#### Records supplied
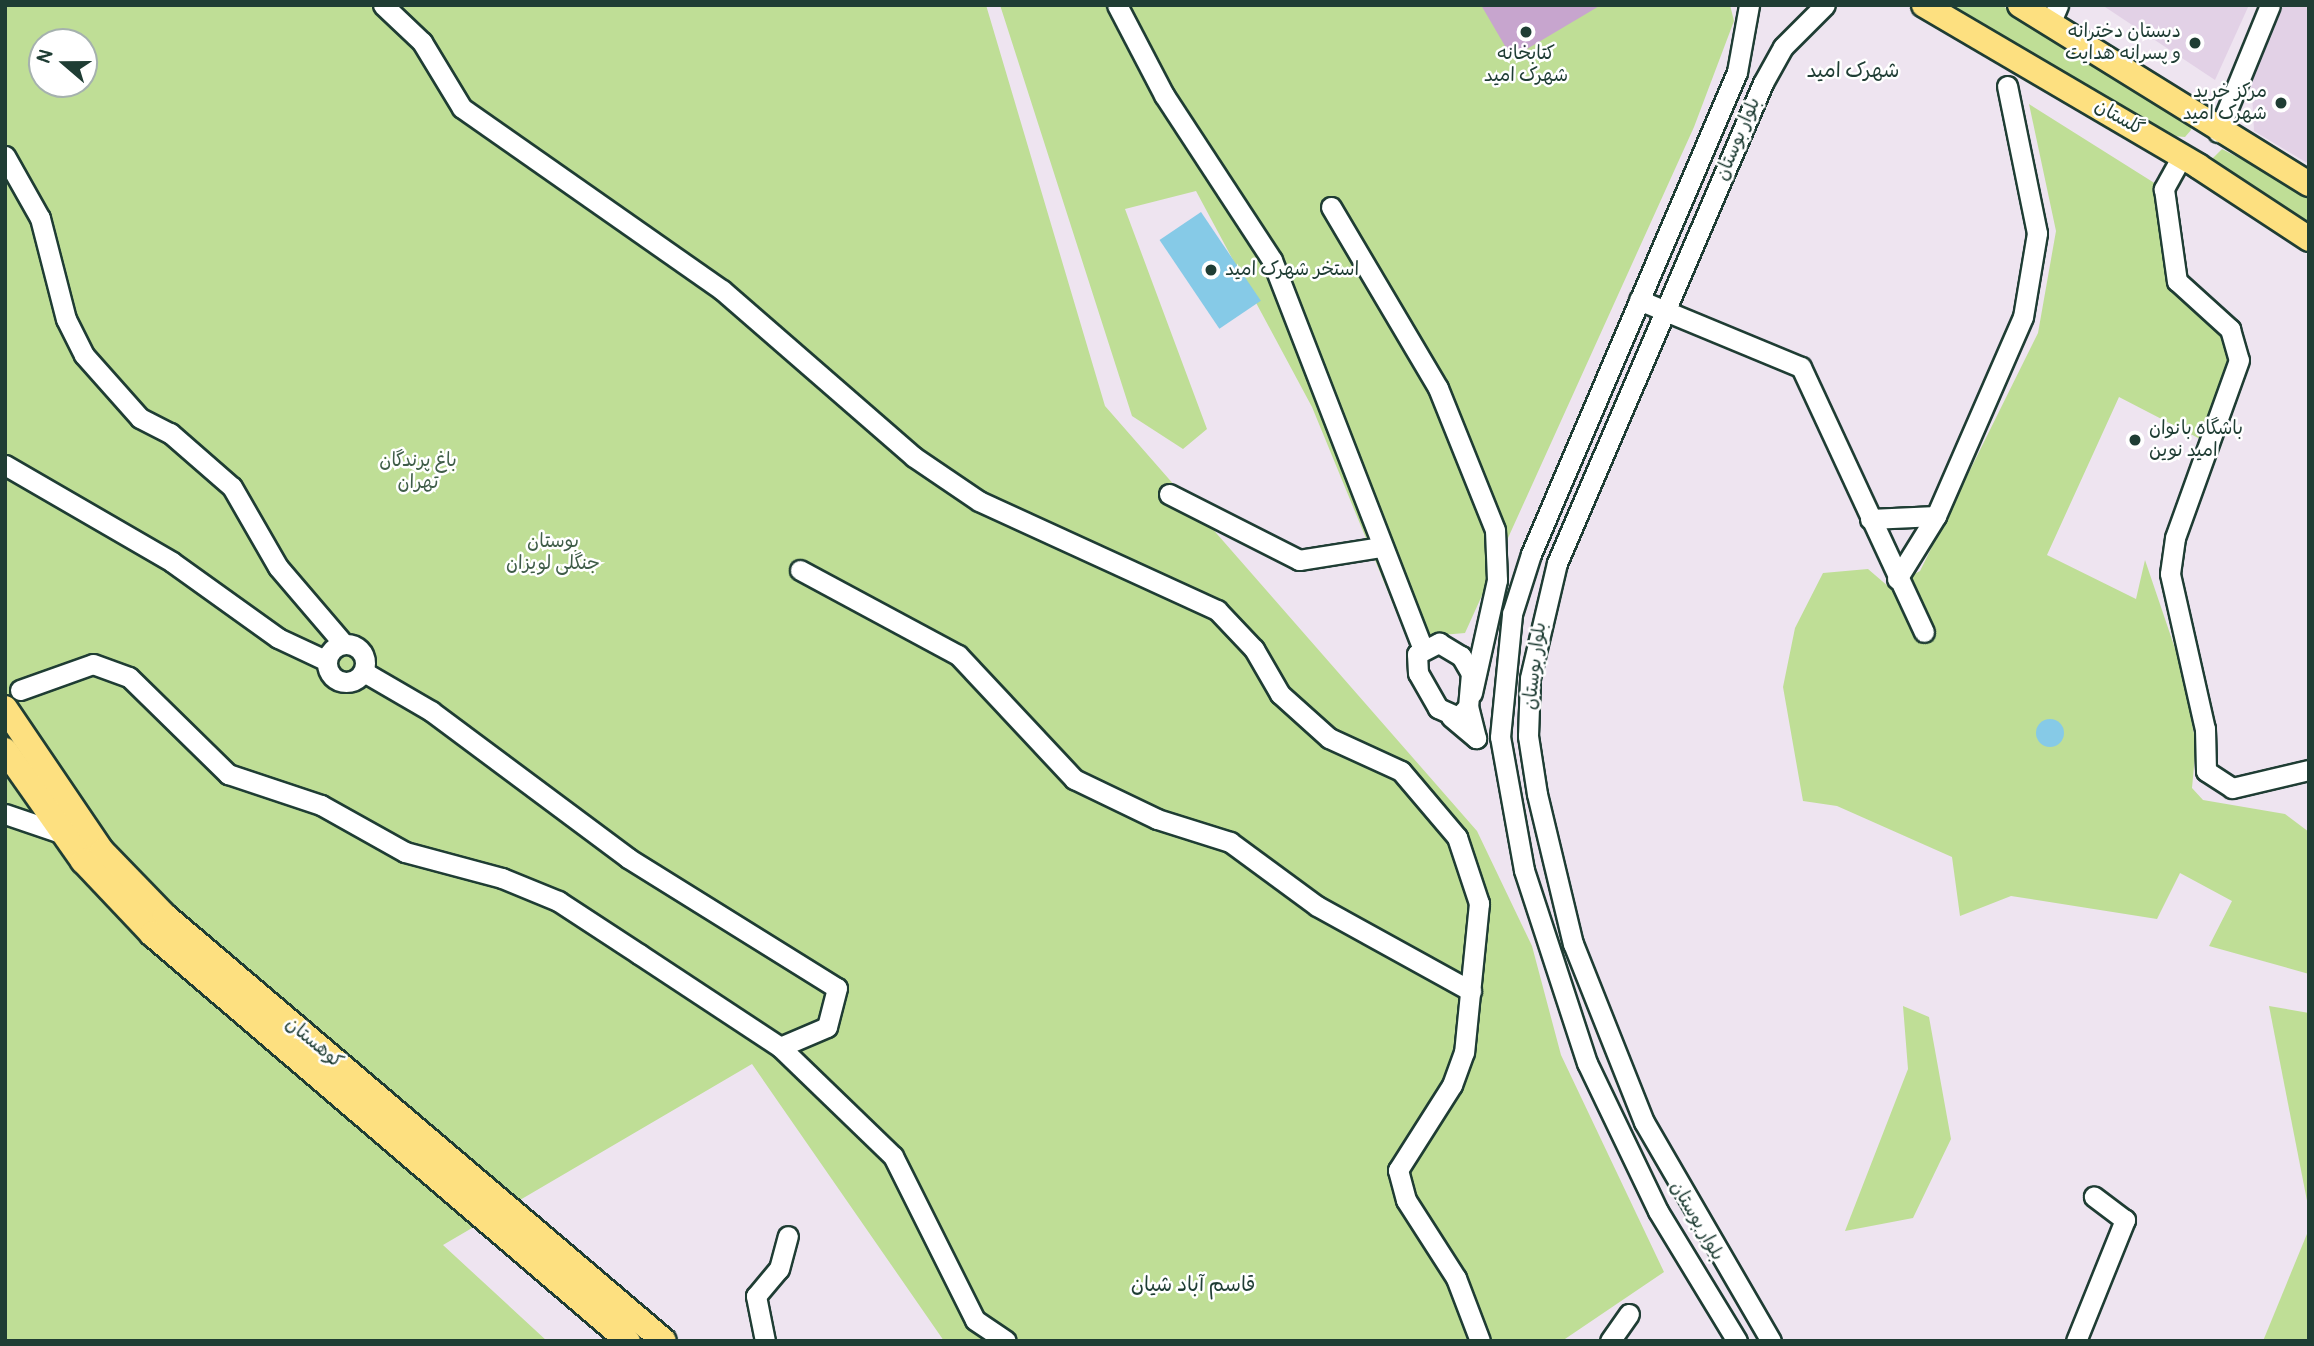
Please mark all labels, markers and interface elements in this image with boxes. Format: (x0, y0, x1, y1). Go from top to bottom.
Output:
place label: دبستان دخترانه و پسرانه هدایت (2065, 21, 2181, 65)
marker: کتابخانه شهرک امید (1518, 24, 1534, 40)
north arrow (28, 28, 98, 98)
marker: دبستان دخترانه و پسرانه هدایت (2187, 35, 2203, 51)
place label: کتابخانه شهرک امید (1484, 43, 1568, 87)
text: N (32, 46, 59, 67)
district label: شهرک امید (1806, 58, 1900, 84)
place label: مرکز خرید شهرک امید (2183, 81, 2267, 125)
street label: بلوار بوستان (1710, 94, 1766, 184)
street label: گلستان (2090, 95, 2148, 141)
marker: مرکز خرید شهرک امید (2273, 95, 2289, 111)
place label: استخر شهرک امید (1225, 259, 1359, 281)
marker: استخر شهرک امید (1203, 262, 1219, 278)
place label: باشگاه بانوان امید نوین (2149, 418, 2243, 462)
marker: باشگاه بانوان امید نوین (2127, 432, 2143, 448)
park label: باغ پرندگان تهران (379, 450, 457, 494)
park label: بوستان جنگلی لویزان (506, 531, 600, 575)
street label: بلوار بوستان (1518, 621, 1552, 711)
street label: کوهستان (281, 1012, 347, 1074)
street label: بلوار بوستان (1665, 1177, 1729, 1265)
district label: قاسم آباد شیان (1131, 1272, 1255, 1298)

#### Task directions
The answer must consist of every line in the records above that contains the word "کتابخانه".

#### The completed task
marker: کتابخانه شهرک امید (1518, 24, 1534, 40)
place label: کتابخانه شهرک امید (1484, 43, 1568, 87)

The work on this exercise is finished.